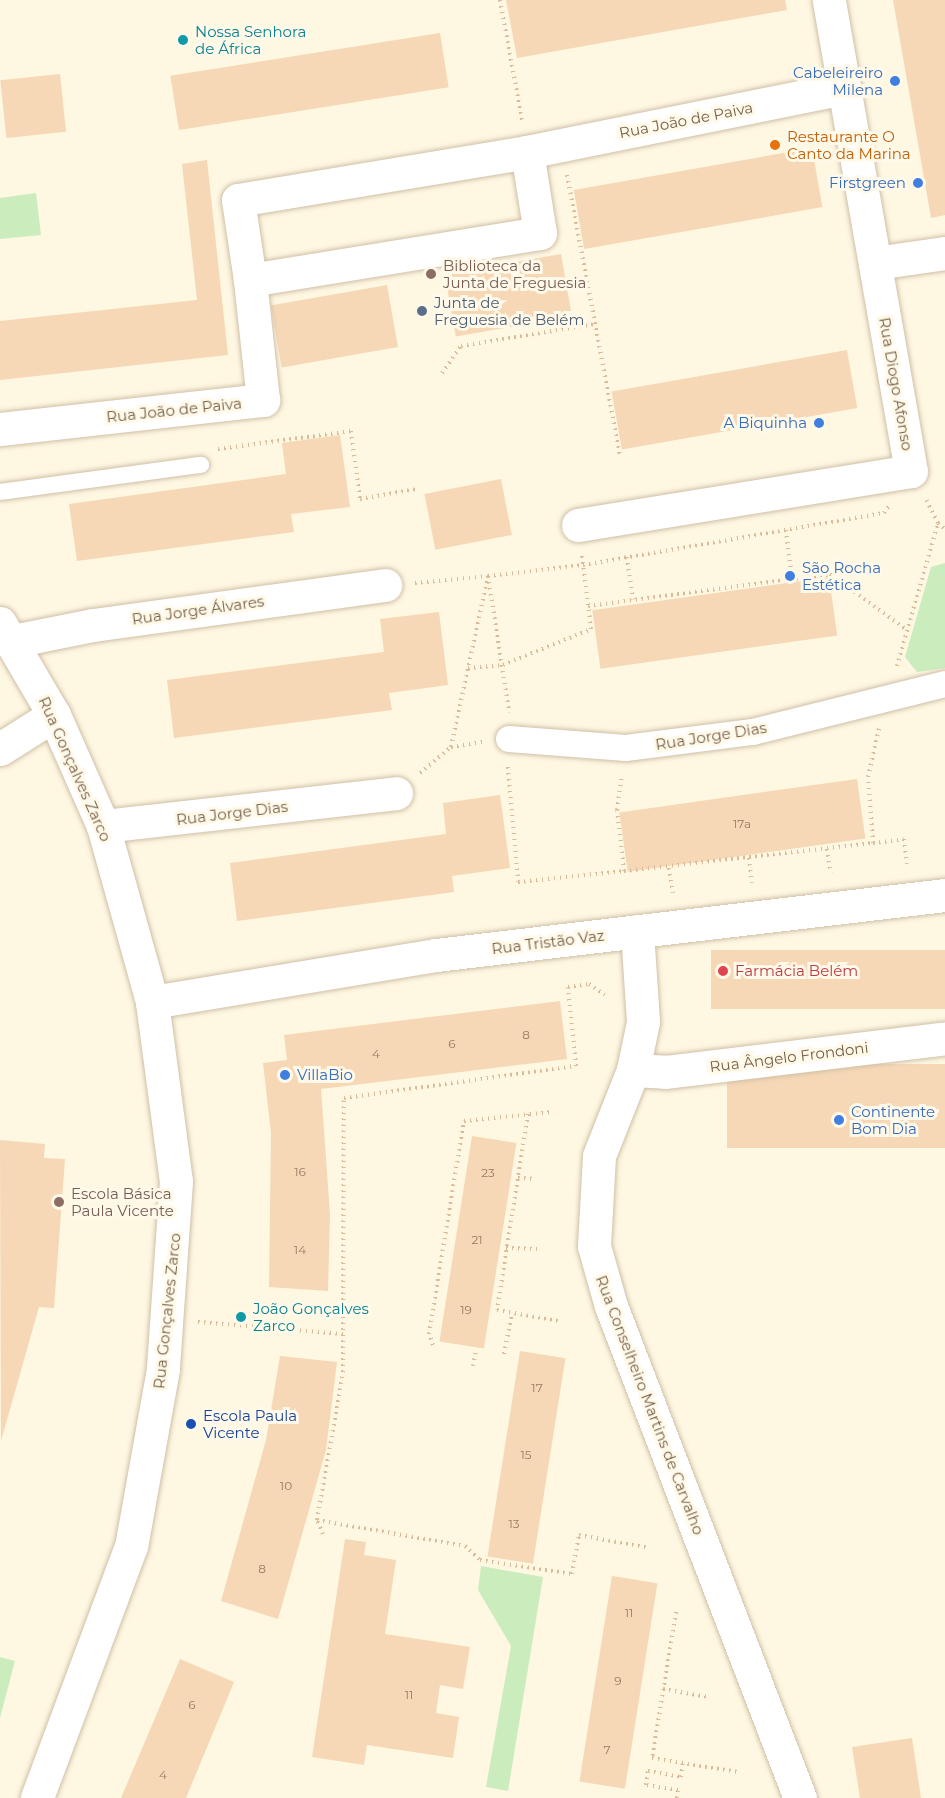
<!DOCTYPE html>
<meta charset="utf-8">
<style>
body{margin:0}
#map{position:relative;width:945px;height:1798px;overflow:hidden;background:#fef7e1;font-family:Montserrat,sans-serif}
div>[style]{position:absolute}
[style*='--x']{left:calc(var(--x)*1px);top:calc(var(--y)*1px);width:calc(var(--w)*1px);rotate:calc(var(--a)*1deg)}
.green>*{inset:0;background:#cbedbe}
.building>*{inset:0;background:#f6d8b6;transform-origin:0 0}
.path>*{height:4px;margin-top:-2px;transform-origin:0;background:repeating-linear-gradient(90deg,#dbbb99 0 1.5px,transparent 0 6px)}
.roads{filter:drop-shadow(0 0 2px #d0bfa7) drop-shadow(0 0 2px #d0bfa7)}
.service>*{height:16px;margin:-8px;padding:0 8px;transform-origin:8px;border-radius:8px;background:#fff}
.pedestrian>*{height:26px;margin:-13px;padding:0 13px;transform-origin:13px;border-radius:13px;background:#fff}
.minor>*{height:33px;margin:-16.5px;padding:0 16.5px;transform-origin:16.5px;border-radius:16.5px;background:#fff}
.dots>*{width:16px;height:16px;translate:-50% -50%;box-sizing:border-box;border:3px solid #fff9e9;border-radius:50%}
span{translate:-50% -50%;white-space:nowrap;text-align:center;line-height:1.15;-webkit-text-stroke:6px #fff9e9;paint-order:stroke}
.number-label{font-size:12px;color:#977c62}
.number-label span{-webkit-text-stroke-width:0}
.culture-label{font-size:15px;color:#0d838f}
.left{translate:0 -50%;text-align:left}
.shop-label{font-size:15px;color:#366cbe}
.right{translate:-100% -50%;text-align:right}
.street-label{font-size:15px;color:#775e46}
.food-label{font-size:15px;color:#c56008}
.education-label{font-size:15px;color:#785e54}
.service-label{font-size:15px;color:#4e5e75}
.health-label{font-size:15px;color:#be3a42}
.transit-label{font-size:15px;color:#164399}
</style>
<div id="map">
<div class="green">
<i style="clip-path:polygon(36px 193px,41px 235px,0 239px,0 198px)"></i>
<i style="clip-path:polygon(945px 563px,945px 668px,917px 672px,905px 657px,931px 567px)"></i>
<i style="clip-path:polygon(481px 1566px,543px 1577px,508px 1791px,486px 1787px,511px 1646px,478px 1590px)"></i>
<i style="clip-path:polygon(0 1657px,15px 1661px,0 1718px)"></i>
</div>
<div class="building">
<i style="clip-path:polygon(506px 0,785px 0,787px 10px,517px 58px)"></i>
<i style="clip-path:polygon(893px 0,945px 0,945px 215px,931px 218px)"></i>
<i style="left:440px;top:33px;width:55px;height:273px;rotate:81deg"></i>
<i style="left:60px;top:74px;width:58px;height:60px;rotate:84deg"></i>
<i style="left:812px;top:148px;width:60px;height:242px;rotate:80deg"></i>
<i style="clip-path:polygon(207px 160px,228px 355px,0 380px,0 321px,197px 300px,182px 164px)"></i>
<i style="left:561px;top:254px;width:63px;height:118px;rotate:80deg"></i>
<i style="left:387px;top:285px;width:63px;height:118px;rotate:80deg"></i>
<i style="left:847px;top:350px;width:59px;height:239px;rotate:80deg"></i>
<i style="clip-path:polygon(340px 435px,350px 507px,291px 514px,294px 532px,77px 561px,69px 504px,286px 474px,282px 443px)"></i>
<i style="left:501px;top:479px;width:57px;height:78px;rotate:79deg"></i>
<i style="left:829px;top:577px;width:59px;height:239px;rotate:82deg"></i>
<i style="clip-path:polygon(439px 612px,448px 685px,389px 693px,392px 710px,174px 738px,167px 680px,384px 652px,380px 619px)"></i>
<i style="left:857px;top:779px;width:60px;height:240px;rotate:82deg"></i>
<i style="clip-path:polygon(500px 795px,510px 868px,452px 876px,454px 892px,237px 921px,230px 863px,446px 834px,443px 803px)"></i>
<i style="left:945px;top:950px;width:59px;height:234px;rotate:90deg"></i>
<i style="clip-path:polygon(560px 1001px,567px 1059px,321px 1089px,330px 1214px,328px 1291px,269px 1287px,271px 1133px,263px 1063px,287px 1060px,284px 1035px)"></i>
<i style="left:945px;top:1064px;width:84px;height:218px;rotate:90deg"></i>
<i style="left:472px;top:1136px;width:45px;height:208px;rotate:9deg"></i>
<i style="clip-path:polygon(0 1140px,45px 1144px,44px 1158px,65px 1159px,54px 1308px,39px 1307px,1px 1441px)"></i>
<i style="left:520px;top:1351px;width:46px;height:208px;rotate:9deg"></i>
<i style="clip-path:polygon(280px 1356px,337px 1362px,326px 1450px,278px 1619px,221px 1601px,266px 1440px)"></i>
<i style="clip-path:polygon(345px 1539px,366px 1542px,364px 1555px,396px 1560px,385px 1634px,470px 1647px,463px 1689px,440px 1685px,436px 1713px,459px 1717px,453px 1758px,367px 1745px,364px 1765px,312px 1757px)"></i>
<i style="left:612px;top:1576px;width:46px;height:208px;rotate:9deg"></i>
<i style="clip-path:polygon(180px 1659px,234px 1682px,186px 1798px,121px 1798px)"></i>
<i style="clip-path:polygon(912px 1738px,921px 1798px,860px 1798px,852px 1747px)"></i>
</div>
<div class="path">
<i style="--x:500;--y:0;--w:122;--a:79.6"></i>
<i style="--x:567;--y:175;--w:285;--a:79.3"></i>
<i style="--x:442;--y:373;--w:33;--a:-55"></i>
<i style="--x:461;--y:346;--w:137;--a:-9.3"></i>
<i style="--x:218;--y:449;--w:134;--a:-7.7"></i>
<i style="--x:351;--y:431;--w:69;--a:82.5"></i>
<i style="--x:360;--y:499;--w:57;--a:-10.1"></i>
<i style="--x:938;--y:523;--w:9;--a:41"></i>
<i style="--x:786;--y:530;--w:49;--a:83"></i>
<i style="--x:627;--y:557;--w:43;--a:82.1"></i>
<i style="--x:415;--y:583;--w:73;--a:-5.5"></i>
<i style="--x:488;--y:576;--w:138;--a:81.2"></i>
<i style="--x:588;--y:606;--w:244;--a:-7.5"></i>
<i style="--x:830;--y:574;--w:95;--a:36"></i>
<i style="--x:897;--y:666;--w:149;--a:-74"></i>
<i style="--x:938;--y:523;--w:29;--a:-117"></i>
<i style="--x:468;--y:668;--w:35;--a:-5"></i>
<i style="--x:503;--y:665;--w:95;--a:-22.2"></i>
<i style="--x:591;--y:629;--w:75;--a:-96.9"></i>
<i style="--x:451;--y:747;--w:32;--a:-9"></i>
<i style="--x:508;--y:767;--w:115;--a:85"></i>
<i style="--x:518;--y:882;--w:107;--a:-5.9"></i>
<i style="--x:624;--y:871;--w:61;--a:-96.5"></i>
<i style="--x:617;--y:810;--w:34;--a:-82"></i>
<i style="--x:420;--y:773;--w:40;--a:-40"></i>
<i style="--x:451;--y:747;--w:175;--a:-77.8"></i>
<i style="--x:488;--y:576;--w:96;--a:-6.6"></i>
<i style="--x:583;--y:565;--w:305;--a:-9.8"></i>
<i style="--x:884;--y:513;--w:9;--a:-54"></i>
<i style="--x:873;--y:843;--w:31;--a:-7"></i>
<i style="--x:904;--y:839;--w:25;--a:83"></i>
<i style="--x:827;--y:849;--w:24;--a:81"></i>
<i style="--x:749;--y:858;--w:25;--a:83"></i>
<i style="--x:669;--y:868;--w:25;--a:81"></i>
<i style="--x:624;--y:871;--w:251;--a:-6.4"></i>
<i style="--x:873;--y:843;--w:66;--a:-94.3"></i>
<i style="--x:868;--y:777;--w:50;--a:-77.3"></i>
<i style="--x:528;--y:1114;--w:198;--a:99"></i>
<i style="--x:497;--y:1310;--w:62;--a:10.2"></i>
<i style="--x:518;--y:1178;--w:18;--a:3"></i>
<i style="--x:506;--y:1248;--w:31;--a:2"></i>
<i style="--x:198;--y:1322;--w:146;--a:4.7"></i>
<i style="--x:433;--y:1345;--w:12;--a:-110"></i>
<i style="--x:429;--y:1334;--w:216;--a:-80.7"></i>
<i style="--x:464;--y:1121;--w:89;--a:-5.8"></i>
<i style="--x:504;--y:1354;--w:42;--a:-79"></i>
<i style="--x:473;--y:1366;--w:15;--a:-79"></i>
<i style="--x:317;--y:1520;--w:150;--a:10"></i>
<i style="--x:465;--y:1546;--w:21;--a:43"></i>
<i style="--x:480;--y:1560;--w:93;--a:8.7"></i>
<i style="--x:572;--y:1574;--w:40;--a:-80"></i>
<i style="--x:579;--y:1535;--w:72;--a:10.4"></i>
<i style="--x:323;--y:1534;--w:15;--a:-113"></i>
<i style="--x:317;--y:1520;--w:150;--a:-80"></i>
<i style="--x:343;--y:1372;--w:274;--a:-89.8"></i>
<i style="--x:344;--y:1098;--w:234;--a:-7.9"></i>
<i style="--x:576;--y:1066;--w:79;--a:-95.8"></i>
<i style="--x:568;--y:987;--w:21;--a:-8"></i>
<i style="--x:589;--y:984;--w:19;--a:35"></i>
<i style="--x:676;--y:1612;--w:148;--a:99.3"></i>
<i style="--x:652;--y:1758;--w:87;--a:9.2"></i>
<i style="--x:663;--y:1689;--w:46;--a:10.1"></i>
<i style="--x:677;--y:1798;--w:8;--a:-83"></i>
<i style="--x:678;--y:1790;--w:32;--a:-171"></i>
<i style="--x:646;--y:1785;--w:14;--a:-82"></i>
<i style="--x:648;--y:1771;--w:34;--a:10"></i>
<i style="--x:681;--y:1777;--w:14;--a:-82"></i>
</div>
<div class="roads">
<div class="service">
<i style="--x:0;--y:492;--w:203;--a:-7.7"></i>
</div>
<div class="pedestrian">
<i style="--x:509;--y:739;--w:117;--a:4.4"></i>
<i style="--x:626;--y:748;--w:128;--a:-7.2"></i>
<i style="--x:753;--y:732;--w:198;--a:-14"></i>
</div>
<div class="minor">
<i style="--x:527;--y:152;--w:82;--a:80.9"></i>
<i style="--x:540;--y:233;--w:294;--a:170.8"></i>
<i style="--x:250;--y:280;--w:81;--a:-98.5"></i>
<i style="--x:238;--y:200;--w:293;--a:-9.4"></i>
<i style="--x:527;--y:152;--w:324;--a:-11.4"></i>
<i style="--x:875;--y:263;--w:71;--a:-8.1"></i>
<i style="--x:0;--y:429;--w:265;--a:-6.3"></i>
<i style="--x:263;--y:400;--w:121;--a:-96.2"></i>
<i style="--x:578;--y:525;--w:337;--a:-9.2"></i>
<i style="--x:911;--y:471;--w:478;--a:-99.9"></i>
<i style="--x:0;--y:623;--w:107;--a:59.6"></i>
<i style="--x:54;--y:715;--w:121;--a:66.2"></i>
<i style="--x:103;--y:826;--w:183;--a:74.4"></i>
<i style="--x:152;--y:1002;--w:181;--a:82.4"></i>
<i style="--x:176;--y:1181;--w:188;--a:94"></i>
<i style="--x:163;--y:1369;--w:180;--a:100.2"></i>
<i style="--x:131;--y:1546;--w:269;--a:110.5"></i>
<i style="--x:13;--y:641;--w:82;--a:-11.3"></i>
<i style="--x:93;--y:625;--w:295;--a:-7.8"></i>
<i style="--x:0;--y:749;--w:64;--a:-32.2"></i>
<i style="--x:103;--y:826;--w:295;--a:-6.4"></i>
<i style="--x:637;--y:931;--w:91;--a:86.2"></i>
<i style="--x:643;--y:1022;--w:49;--a:101.8"></i>
<i style="--x:633;--y:1070;--w:92;--a:111.6"></i>
<i style="--x:599;--y:1156;--w:90;--a:93.2"></i>
<i style="--x:594;--y:1246;--w:62;--a:74.2"></i>
<i style="--x:611;--y:1306;--w:527;--a:68.99"></i>
<i style="--x:152;--y:1002;--w:288;--a:-9.4"></i>
<i style="--x:436;--y:955;--w:513;--a:-6.72"></i>
<i style="--x:633;--y:1070;--w:33;--a:3"></i>
<i style="--x:666;--y:1072;--w:281;--a:-6.9"></i>
</div>
</div>
<div class="dots">
<i style="left:183px;top:40px;background:#0f9aa8"></i>
<i style="left:895px;top:81px;background:#3f7fe0"></i>
<i style="left:775px;top:145px;background:#e8710a"></i>
<i style="left:918px;top:183px;background:#3f7fe0"></i>
<i style="left:431px;top:274px;background:#8d6e63"></i>
<i style="left:422px;top:311px;background:#5c6f8a"></i>
<i style="left:819px;top:423px;background:#3f7fe0"></i>
<i style="left:790px;top:576px;background:#3f7fe0"></i>
<i style="left:723px;top:971px;background:#e0444e"></i>
<i style="left:285px;top:1075px;background:#3f7fe0"></i>
<i style="left:839px;top:1120px;background:#3f7fe0"></i>
<i style="left:59px;top:1202px;background:#8d6e63"></i>
<i style="left:241px;top:1317px;background:#0f9aa8"></i>
<i style="left:191px;top:1424px;background:#1a4fb4"></i>
</div>
<div class="number-label">
<span style="left:742px;top:824px">17a</span>
<span style="left:526px;top:1035px">8</span>
<span style="left:452px;top:1044px">6</span>
<span style="left:376px;top:1054px">4</span>
<span style="left:300px;top:1172px">16</span>
<span style="left:488px;top:1173px">23</span>
<span style="left:477px;top:1240px">21</span>
<span style="left:300px;top:1250px">14</span>
<span style="left:466px;top:1310px">19</span>
<span style="left:537px;top:1388px">17</span>
<span style="left:526px;top:1455px">15</span>
<span style="left:286px;top:1486px">10</span>
<span style="left:514px;top:1524px">13</span>
<span style="left:262px;top:1569px">8</span>
<span style="left:629px;top:1613px">11</span>
<span style="left:618px;top:1681px">9</span>
<span style="left:409px;top:1695px">11</span>
<span style="left:192px;top:1705px">6</span>
<span style="left:607px;top:1750px">7</span>
<span style="left:163px;top:1775px">4</span>
</div>
<div class="culture-label">
<span class="left" style="left:195px;top:40px">Nossa Senhora<br>de África</span>
<span class="left" style="left:253px;top:1317px">João Gonçalves<br>Zarco</span>
</div>
<div class="shop-label">
<span class="right" style="left:883px;top:81px">Cabeleireiro<br>Milena</span>
<span class="right" style="left:906px;top:183px">Firstgreen</span>
<span class="right" style="left:807px;top:423px">A Biquinha</span>
<span class="left" style="left:802px;top:576px">São Rocha<br>Estética</span>
<span class="left" style="left:297px;top:1075px">VillaBio</span>
<span class="left" style="left:851px;top:1120px">Continente<br>Bom Dia</span>
</div>
<div class="street-label">
<span style="left:686px;top:120px;rotate:-11deg">Rua João de Paiva</span>
<span style="left:896px;top:384px;rotate:80deg">Rua Diogo Afonso</span>
<span style="left:174px;top:410px;rotate:-6deg">Rua João de Paiva</span>
<span style="left:198px;top:610px;rotate:-8deg">Rua Jorge Álvares</span>
<span style="left:711px;top:736px;rotate:-9deg">Rua Jorge Dias</span>
<span style="left:75px;top:769px;rotate:66deg">Rua Gonçalves Zarco</span>
<span style="left:232px;top:813px;rotate:-7deg">Rua Jorge Dias</span>
<span style="left:548px;top:942px;rotate:-7deg">Rua Tristão Vaz</span>
<span style="left:789px;top:1057px;rotate:-7deg">Rua Ângelo Frondoni</span>
<span style="left:167px;top:1311px;rotate:-84deg">Rua Gonçalves Zarco</span>
<span style="left:650px;top:1405px;rotate:69deg">Rua Conselheiro Martins de Carvalho</span>
</div>
<div class="food-label">
<span class="left" style="left:787px;top:145px">Restaurante O<br>Canto da Marina</span>
</div>
<div class="education-label">
<span class="left" style="left:443px;top:274px">Biblioteca da<br>Junta de Freguesia</span>
<span class="left" style="left:71px;top:1202px">Escola Básica<br>Paula Vicente</span>
</div>
<div class="service-label">
<span class="left" style="left:434px;top:311px">Junta de<br>Freguesia de Belém</span>
</div>
<div class="health-label">
<span class="left" style="left:735px;top:971px">Farmácia Belém</span>
</div>
<div class="transit-label">
<span class="left" style="left:203px;top:1424px">Escola Paula<br>Vicente</span>
</div>
</div>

- Work request -
Please find, in the entries above, every line where "number" occurs, and copy it.

- Your solution -
.number-label{font-size:12px;color:#977c62}
.number-label span{-webkit-text-stroke-width:0}
<div class="number-label">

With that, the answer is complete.